Below are network-related techniques used in VICA [4]:

  • AI terminal: JavaScript/Json on Google Chrome interfacing Speech Recognizer/Generator

  • Speech Recognizer: Cloud Speech API (Google) on Google Cloud Platform

  • Web Server: Nginx

  • CRECA server or Counseling/consultant AI Portal (remote method of CRECA intelligent object/agent): (WebSocket Script +) Python.

Problems of VICA as medical application use case on 5G/6G

However, in the current 4G networks, there are problems as follows: (1) It has an error every two sentences or soFootnote 4. (2) Some words drop or disappear during recognition. (3) It sometimes takes more than 10 s in response time, or in the worst case, the connection/task fails altogether. Thus, in 4G networks without slicing, the cloud-native speech recognition of VICA has a reliability problem. It is a significant problem, because VICA uses “sensitive listening” skills as its counseling methodology [7]. The skill requires sensing or listening to clients’ minds through recognizing clients’ sayings and their very sensitive emotions with extreme accuracy.
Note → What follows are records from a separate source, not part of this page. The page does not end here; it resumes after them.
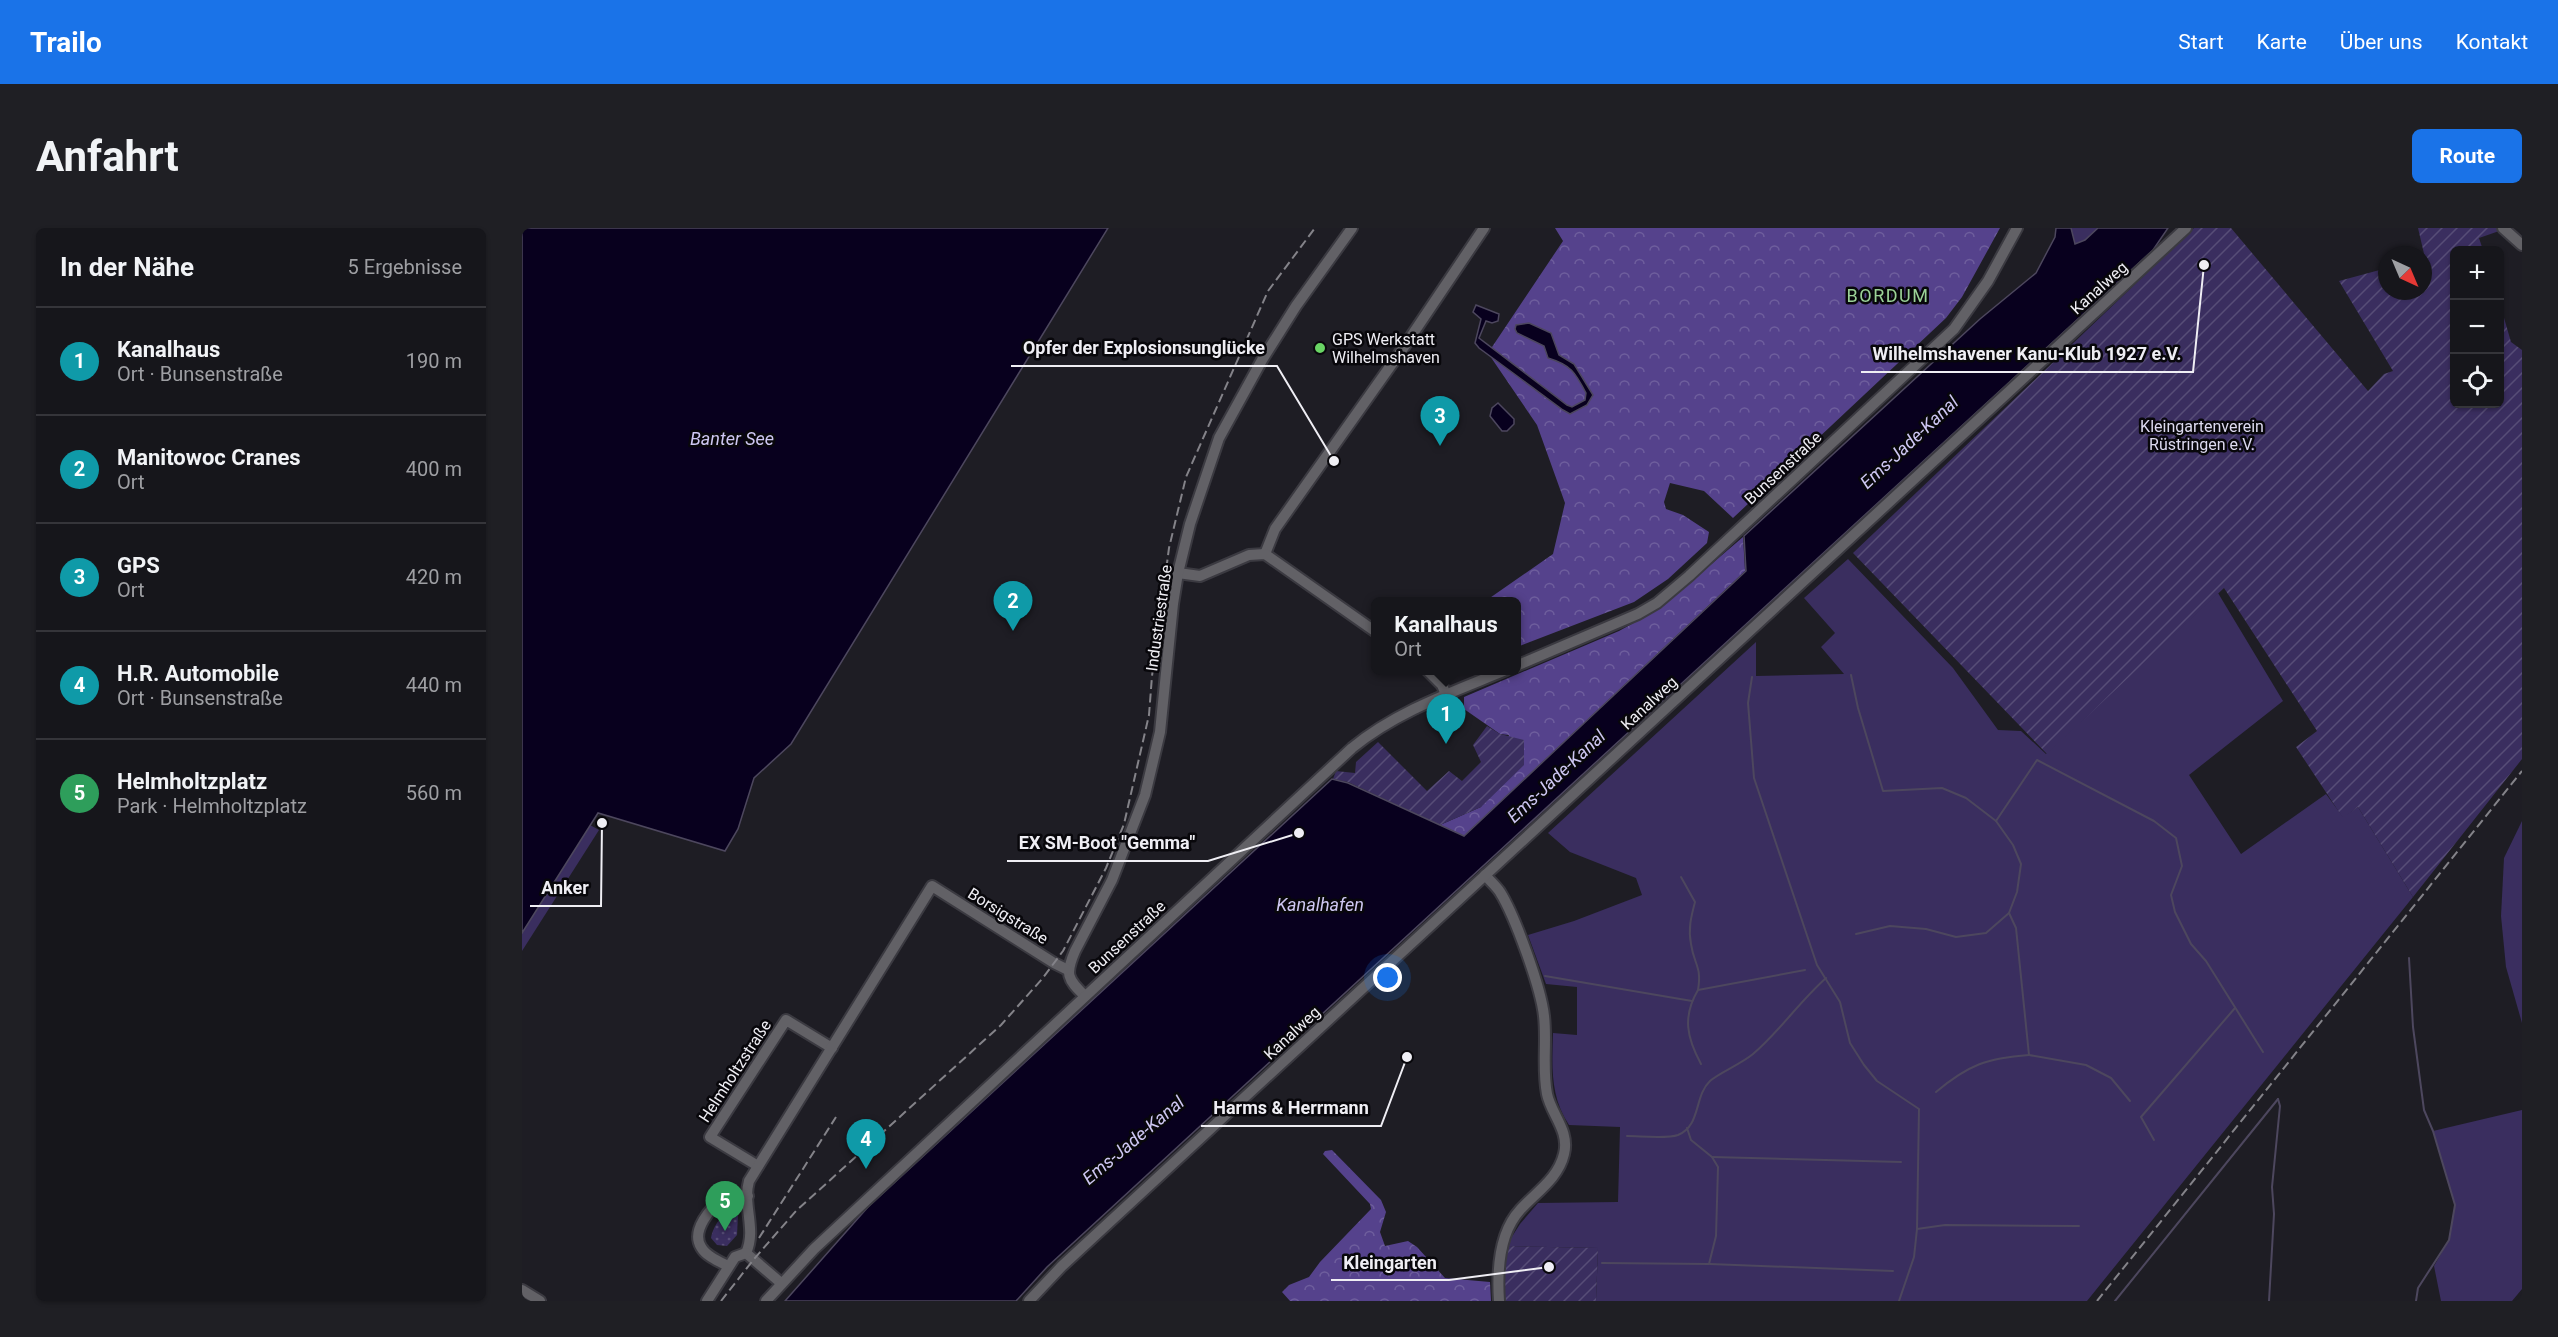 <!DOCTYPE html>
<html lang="de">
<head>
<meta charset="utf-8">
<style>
  body { margin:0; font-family:Roboto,sans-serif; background:#1f1f24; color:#f1f3f6 }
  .controls { position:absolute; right:18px; top:18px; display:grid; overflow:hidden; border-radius:9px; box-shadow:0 2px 4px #0004 }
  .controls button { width:54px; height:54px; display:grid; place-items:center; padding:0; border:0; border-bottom:2px solid #35353a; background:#16161b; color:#f1f3f6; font:30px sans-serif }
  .compass { position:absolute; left:1856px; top:18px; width:54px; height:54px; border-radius:50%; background:#16161b; box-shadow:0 2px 4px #0004; rotate:136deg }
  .you { position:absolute; left:866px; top:750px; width:21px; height:21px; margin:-15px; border:4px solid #fff; border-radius:50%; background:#1a73e8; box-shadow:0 0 0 9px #1a73e833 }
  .badge { display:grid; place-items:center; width:39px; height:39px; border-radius:50%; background:#1a73e8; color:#fff; font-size:20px; font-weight:700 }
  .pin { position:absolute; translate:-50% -50px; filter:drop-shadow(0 2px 3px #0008) }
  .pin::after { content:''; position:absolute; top:32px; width:21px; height:18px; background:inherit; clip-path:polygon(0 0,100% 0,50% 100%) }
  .popup { position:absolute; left:849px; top:369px; width:150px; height:78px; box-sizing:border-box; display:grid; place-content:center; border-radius:9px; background:#16161b; filter:drop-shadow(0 2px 4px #0005); font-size:20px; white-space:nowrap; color:#9e9fa3 }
  .popup b { font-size:22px; color:#f1f3f6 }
  .popup::after { content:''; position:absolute; left:50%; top:100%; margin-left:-12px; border:12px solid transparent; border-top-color:#16161b }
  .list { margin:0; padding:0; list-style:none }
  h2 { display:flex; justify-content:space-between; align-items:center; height:78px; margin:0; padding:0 24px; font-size:26px }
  h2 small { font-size:20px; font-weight:400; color:#9e9fa3 }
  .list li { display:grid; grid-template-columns:39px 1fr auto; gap:18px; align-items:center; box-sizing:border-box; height:108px; padding:0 24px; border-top:2px solid #35353a }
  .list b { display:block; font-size:22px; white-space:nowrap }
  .list p { margin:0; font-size:20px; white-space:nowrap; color:#9e9fa3 }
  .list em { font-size:20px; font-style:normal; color:#9e9fa3 }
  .icon { flex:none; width:33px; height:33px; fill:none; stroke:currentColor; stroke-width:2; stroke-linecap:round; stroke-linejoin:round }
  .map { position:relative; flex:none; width:2000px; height:1073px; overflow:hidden; border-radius:9px }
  header { display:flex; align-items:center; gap:36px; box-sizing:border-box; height:84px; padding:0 30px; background:#1a73e8; color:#fff }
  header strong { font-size:28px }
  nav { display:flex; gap:33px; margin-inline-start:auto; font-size:21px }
  .intro { display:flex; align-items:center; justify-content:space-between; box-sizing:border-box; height:144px; padding:0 36px }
  h1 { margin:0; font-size:42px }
  .button { padding:15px 27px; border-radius:9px; background:#1a73e8; color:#fff; font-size:21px; font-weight:700 }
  main { display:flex; gap:36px; padding:0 36px }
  aside { flex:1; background:#16161b; border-radius:9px; box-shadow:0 2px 4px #0004 }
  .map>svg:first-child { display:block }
  .grass { fill:#3a2e5f }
  .forest { fill:url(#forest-crowns) }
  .park { fill:url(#park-dots) }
  .garden { fill:url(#garden-furrows) }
  .water { fill:#08001e; stroke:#4d475e; stroke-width:1.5 }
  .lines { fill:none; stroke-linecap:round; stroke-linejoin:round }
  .stream { stroke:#4d475e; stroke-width:2 }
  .minor-casing { stroke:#3b3a41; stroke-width:14 }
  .minor { stroke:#626166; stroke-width:10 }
  .rail { stroke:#848389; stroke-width:2; stroke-dasharray:9 4.5; stroke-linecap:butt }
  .poi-dot { fill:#69d464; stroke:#08070b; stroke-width:2 }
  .labels { text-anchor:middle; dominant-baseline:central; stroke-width:5; stroke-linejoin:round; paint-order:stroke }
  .street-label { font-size:16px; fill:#efeef4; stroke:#08070b }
  .poi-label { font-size:16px; fill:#efeef4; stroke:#08070b; text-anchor:start }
  .park-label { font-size:16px; fill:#dddaf0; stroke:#08070b }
  .neighbourhood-label { font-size:18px; letter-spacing:1.5px; fill:#9bd297; stroke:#08070b }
  .water-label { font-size:18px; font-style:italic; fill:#cec7f2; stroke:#08070b }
  .leader { fill:none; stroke:#efeef4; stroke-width:2 }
  .callout-dot { fill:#efeef4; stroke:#08070b; stroke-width:2 }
  .callout-label { font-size:18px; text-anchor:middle; font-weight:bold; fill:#efeef4; stroke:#08070b; stroke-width:5; stroke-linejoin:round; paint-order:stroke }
</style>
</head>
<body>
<header>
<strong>Trailo</strong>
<nav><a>Start</a><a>Karte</a><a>Über uns</a><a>Kontakt</a></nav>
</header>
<div class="intro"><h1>Anfahrt</h1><a class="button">Route</a></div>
<main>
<aside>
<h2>In der Nähe<small>5 Ergebnisse</small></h2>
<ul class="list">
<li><span class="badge" style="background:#0f9aa8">1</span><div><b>Kanalhaus</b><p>Ort · Bunsenstraße</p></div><em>190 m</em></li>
<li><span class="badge" style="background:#0f9aa8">2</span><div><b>Manitowoc Cranes</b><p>Ort</p></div><em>400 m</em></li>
<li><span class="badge" style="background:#0f9aa8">3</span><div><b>GPS</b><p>Ort</p></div><em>420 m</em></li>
<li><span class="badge" style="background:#0f9aa8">4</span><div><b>H.R. Automobile</b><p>Ort · Bunsenstraße</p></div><em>440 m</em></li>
<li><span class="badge" style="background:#2e9e5b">5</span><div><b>Helmholtzplatz</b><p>Park · Helmholtzplatz</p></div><em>560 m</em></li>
</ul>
</aside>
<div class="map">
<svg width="2000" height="1073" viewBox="0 0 2000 1073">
  <defs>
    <pattern id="forest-crowns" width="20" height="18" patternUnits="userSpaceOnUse" patternTransform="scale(1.5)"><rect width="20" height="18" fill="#55428c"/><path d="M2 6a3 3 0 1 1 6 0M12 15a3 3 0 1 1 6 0" fill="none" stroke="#6e5e9d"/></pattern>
    <pattern id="park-dots" width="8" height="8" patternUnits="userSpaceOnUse" patternTransform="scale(1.5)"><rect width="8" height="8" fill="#3a2e5f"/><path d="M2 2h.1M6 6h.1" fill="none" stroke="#574d77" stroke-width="1.8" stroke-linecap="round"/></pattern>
    <pattern id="garden-furrows" width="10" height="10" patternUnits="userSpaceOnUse" patternTransform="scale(1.5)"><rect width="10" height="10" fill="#3a2e5f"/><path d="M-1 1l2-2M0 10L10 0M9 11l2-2" fill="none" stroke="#574d77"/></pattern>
  </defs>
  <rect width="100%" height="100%" fill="#1e1d24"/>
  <g class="grass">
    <polygon points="1549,0 1576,0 1563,12 1553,16"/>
    <path d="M1326,331l105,109 45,62 23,1 25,23 172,-161 65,108 -94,74 52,79 85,-60 17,23 15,-10 55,90 -326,404h-491l2,-53 -92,-2 14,-22 18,-21 80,-1 2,-75 -51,-2c-19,-29 -17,-58 -16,-92l24,2v-48l-31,-3 -18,-49 46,-14 68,-26 -6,-17 -66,-26 -22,-19 208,-191v34l88,-2 -23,-27 14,-14 -31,-35z"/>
    <polygon points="2000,593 2000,795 1984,739 1979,688 1982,630"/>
    <polygon points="68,597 77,602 0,723 0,705"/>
    <polygon points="2000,882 2000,1061 1990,1073 1919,1073 1912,1038 1927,1012 1933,977 1911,903"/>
  </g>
  <g class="forest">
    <polygon points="1033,0 1478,0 1440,69 1424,90 1211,290 1182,263 1148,255 1142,274 1144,281 1161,287 1187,304 1185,315 1146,351 1112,374 995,419 994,374 962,374 1031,326 1043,275 1015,197 966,125 1041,13"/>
    <polygon points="1221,309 1223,343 942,608 918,597 959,579 987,507 978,506 942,481 942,469 1097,403 1137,381"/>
    <polygon points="810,922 859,972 864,984 858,1004 863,1018 886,1013 895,1019 923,1050 968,1054 969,1073 768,1073 760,1064 767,1057 787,1049 798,1034 849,981 848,976 801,926 803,923"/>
  </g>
  <path class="park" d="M211,982l5,5 -1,20 -10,11 -10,-1 -6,-7c2,-12 11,-25 22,-28z"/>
  <g class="garden">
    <polygon points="1672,0 1709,0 1846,163 1862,146 1871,143 1817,53 1865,40 1865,63 1901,63 1901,31 1903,30 1896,0 1978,0 1980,2 1957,10 1961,22 1932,22 1932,176 1978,176 1978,76 1989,114 2000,122 2000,531 1891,669 1836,579 1821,590 1774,519 1795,503 1702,360 1525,526 1331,325"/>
    <polygon points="965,498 978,506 1002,512 1002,537 959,579 918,597 826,554 811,551 814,543 833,545 834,534 856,514 905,563 927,543 940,553 959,534 951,517"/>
    <polygon points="984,1018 1076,1020 1074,1073 979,1073"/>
  </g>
  <g class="water">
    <polygon points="0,0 586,0 269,516 232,550 216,601 203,623 76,585 0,705"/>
    <polygon points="1534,0 1549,0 1553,16 1563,12 1576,0 1646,0 1631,22 525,1039 494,1073 263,1073 346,979 810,551 826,555 942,608 1224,343 1222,308 1458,91 1514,45 1533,9"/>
    <path d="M954,77l23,9 -1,7 -6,2 -6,-2 -7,17 88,67 5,2 13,-7 1,-7c-11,-21 -15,-28 -38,-35l-4,-12 -27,-13 -2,-4 1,-4 13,-2 22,10 8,22 15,9 19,31 -6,10 -17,9 -7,-4 -84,-62 -4,-5 6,-24 -8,-7z"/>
    <polygon points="976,175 992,191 992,196 985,203 980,203 968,188 970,180"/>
  </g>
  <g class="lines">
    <g class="stream">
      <polyline points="1329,447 1336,480 1361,563 1420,560 1444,570 1474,593 1515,532 1632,593 1654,610 1660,638 1649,667 1653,684 1669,716 1684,733 1741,824"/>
      <polyline points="1230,449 1226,475 1232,550 1295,737 1318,774 1328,815 1342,837 1355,853 1397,881 1395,1001 1392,1029 1377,1073"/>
      <path d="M1159,649l14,25c-4,15 -7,27 -4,42 3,21 11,22 7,46"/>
      <polyline points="1487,685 1494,700 1507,827 1564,837 1589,850 1608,873"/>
      <polyline points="1334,706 1368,698 1404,701 1434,709 1464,705 1487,685 1495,664 1499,636 1491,617 1474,593"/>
      <polyline points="1887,730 1891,799 1902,882 1911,903 1933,977 1927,1012 1896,1060 1894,1073"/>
      <polyline points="1023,748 1170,773"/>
      <path d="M1179,836c-14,-26 -19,-47 -3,-74l107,-20"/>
      <path d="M1414,864c32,-27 51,-34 93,-37"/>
      <path d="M1105,908c13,0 40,3 51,-1 23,-9 16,-39 32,-54 9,-8 31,-17 43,-27 27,-23 46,-52 73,-76"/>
      <polyline points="1632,912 1619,889 1713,780"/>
      <polyline points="1190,929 1379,934"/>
      <polyline points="1395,1001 1423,997 1557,998"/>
      <polyline points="1080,1035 1187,1036 1194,1008 1196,939 1190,929 1169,912 1165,900"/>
      <polyline points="1188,1036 1371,1043"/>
      <polyline points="1593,1073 1756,871"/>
      <polyline points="1747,1073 1752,986 1750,959 1758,878 1756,871"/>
    </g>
    <g class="minor-casing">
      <g id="minor">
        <polyline points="1981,0 2000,17"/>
        <polyline points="743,326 753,301 884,116 962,0"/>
        <polyline points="656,345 678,348 727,327 743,326 854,404"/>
        <polyline points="994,438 1116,386 1135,375 1167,348 1432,101 1466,53 1495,0"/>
        <polyline points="905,442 920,457 924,467"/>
        <path d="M963,647c5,6 11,11 15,17 15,24 41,96 44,124 3,26 -2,52 3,78 4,20 23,37 17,60 -6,25 -28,38 -44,56 -21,23 -23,61 -21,91"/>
        <path d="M563,768c-18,-17 -20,-22 -10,-45l37,-71 33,-85 15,-63 13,-128 5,-31 12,-49 29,-86 43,-78 34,-54 56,-78"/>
        <polyline points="236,938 188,909 264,792 310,820"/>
        <path d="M224,1025c11,-24 -4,-48 3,-72l183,-295 122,77 14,7"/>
        <polyline points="224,1025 259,1055"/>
        <path d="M206,1038c-10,-5 -22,-10 -27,-19 -10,-16 9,-40 23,-48 7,-5 15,-4 24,-3"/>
        <polyline points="0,1062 18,1073"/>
        <polyline points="185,1073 213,1029 224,1025"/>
        <path d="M244,1073l48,-52 538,-501c45,-37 101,-56 154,-78"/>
        <polyline points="507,1073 540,1038 1664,0"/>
      </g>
    </g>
    <use href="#minor" class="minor"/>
    <g class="rail">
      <polyline points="237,1010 314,889"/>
      <polyline points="199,1073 232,1031 274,983 479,797 520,751 541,723 584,640 602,596 627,487 630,448 647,320 664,249 746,63 793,0"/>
      <polyline points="1575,1073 2000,543"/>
    </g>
  </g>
  <circle class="poi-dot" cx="798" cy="120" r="6"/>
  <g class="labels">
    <g class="street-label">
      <text transform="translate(1577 60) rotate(-42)">Kanalweg</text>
      <text transform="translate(1261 240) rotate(-43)">Bunsenstraße</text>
      <text transform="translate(637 390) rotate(-82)">Industriestraße</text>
      <text transform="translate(1127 475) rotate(-43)">Kanalweg</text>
      <text transform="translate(486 688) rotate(32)">Borsigstraße</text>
      <text transform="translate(605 709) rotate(-43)">Bunsenstraße</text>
      <text transform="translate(770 805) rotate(-43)">Kanalweg</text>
      <text transform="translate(213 843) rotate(-57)">Helmholtzstraße</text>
    </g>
    <g class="poi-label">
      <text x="810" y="111">GPS Werkstatt<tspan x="810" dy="18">Wilhelmshaven</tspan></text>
    </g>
    <g class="park-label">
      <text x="1680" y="198">Kleingartenverein<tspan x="1680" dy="18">Rüstringen e.V.</tspan></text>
    </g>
    <g class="neighbourhood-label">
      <text x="1366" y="67">BORDUM</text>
    </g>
    <g class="water-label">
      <text x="210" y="210">Banter See</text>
      <text transform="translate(1387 214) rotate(-43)">Ems-Jade-Kanal</text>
      <text transform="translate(1034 548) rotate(-43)">Ems-Jade-Kanal</text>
      <text x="798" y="676">Kanalhafen</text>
      <text transform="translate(611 912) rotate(-40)">Ems-Jade-Kanal</text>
    </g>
  </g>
  <path class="leader" d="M812 233L755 138H489M1682 37L1671 144H1339M777 605L686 633H485M80 595L79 678H8M885 829L859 898H679M1027 1039L927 1052H809"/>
  <g class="callout-dot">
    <circle cx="812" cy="233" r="6"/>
    <circle cx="1682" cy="37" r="6"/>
    <circle cx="777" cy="605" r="6"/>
    <circle cx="80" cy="595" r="6"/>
    <circle cx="885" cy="829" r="6"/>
    <circle cx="1027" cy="1039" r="6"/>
  </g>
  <g class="callout-label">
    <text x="622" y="126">Opfer der Explosionsunglücke</text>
    <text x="1505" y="132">Wilhelmshavener Kanu-Klub 1927 e.V.</text>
    <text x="585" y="621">EX SM-Boot "Gemma"</text>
    <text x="43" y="666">Anker</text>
    <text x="769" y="886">Harms &amp; Herrmann</text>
    <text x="868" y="1041">Kleingarten</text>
  </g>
</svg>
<div class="controls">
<button>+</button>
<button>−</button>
<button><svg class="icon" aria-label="locate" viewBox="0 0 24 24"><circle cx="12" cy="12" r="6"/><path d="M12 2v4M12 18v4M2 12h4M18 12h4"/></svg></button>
</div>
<svg class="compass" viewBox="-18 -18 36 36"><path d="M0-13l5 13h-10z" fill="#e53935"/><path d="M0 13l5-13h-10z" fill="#9e9fa3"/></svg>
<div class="you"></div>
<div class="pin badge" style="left:924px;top:516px;background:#0f9aa8">1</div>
<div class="popup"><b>Kanalhaus</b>Ort</div>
<div class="pin badge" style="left:491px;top:403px;background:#0f9aa8">2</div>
<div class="pin badge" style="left:918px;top:218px;background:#0f9aa8">3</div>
<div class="pin badge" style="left:344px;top:941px;background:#0f9aa8">4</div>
<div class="pin badge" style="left:203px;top:1003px;background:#2e9e5b">5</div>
</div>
</main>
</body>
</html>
Then, it continues conversation or communication to promote clients’ reflection towards their self-awareness. Thus, VICA has a serious reliability problem in such speech recognition of AI cloud services. Even though accurate image recognition may help to solve the problem, accurate emotion detection/recognition from such as facial expression is further difficult due to a large amount of image data transmission burden in networks. Such reliability problems of AI recognition Cloud services have to be solved, so that our AI counselor “VICA” can be practical in real use.

It is important that VICA further guarantee or assure speech recognition accuracy/reliability in Google speech-to-text cloud service. To attain this, also using the distributed computing approach, VICA servers more densely collaborate with its clients/terminals. In this case, VICA has another problem of transmission over inter-carriers in the reliability and/or latency of networks if terminals are located far from servers as those in foreign countries. VICA has clients for speech I/O (Input/Output) and servers for AI counseling. Clients composed of PCs (Personal Computers) or mobiles handle speech/image recognition to obtain the input from patients. Servers mainly create responses for counseling from the input. However, for VICA using “sensitive listening” type counseling methods, speech recognition quality is fatal. VICA servers must assure it before creating the response for counseling. It is done as follows. (1) VICA terminals send voice data to AI speech recognition Cloud servers in such as Google Clouds. (2) VICA terminals receive the recognized speech text. (3) The text is sent to VICA servers. (4) VICA servers validate the resultant text by perplexity checking, etc. (5) On suspecting the error, they improve by several methods before CRECA generates a response for AI counseling. For example, these methods are various kinds of n-gram (forward, backward and so on) with weighted majority decision [11]. (6) If the error is still suspected, servers send text messages to ask clients (terminals) to redo the speech recognition using Google Cloud. (7) To attain high accuracy, this loop should be repeated until the error is not suspected. Meanwhile, the number of loops is limited, so that the loop stops when elapsed time becomes more than the specified time. The elapsed time is defined as t\(_{c}\) (current time)-t1 (input starting time of the current dialogue). The specified time can be adjusted. However, the maximum time is also limited, since too long dialogue response time very often stops the conversation. Thus, the network performance affects the number of loops, which affects the quality of speech recognition service. Thus, an ultra-reliable low-latency network such as that of 5G with slicing is required. The next section shows these network requirements.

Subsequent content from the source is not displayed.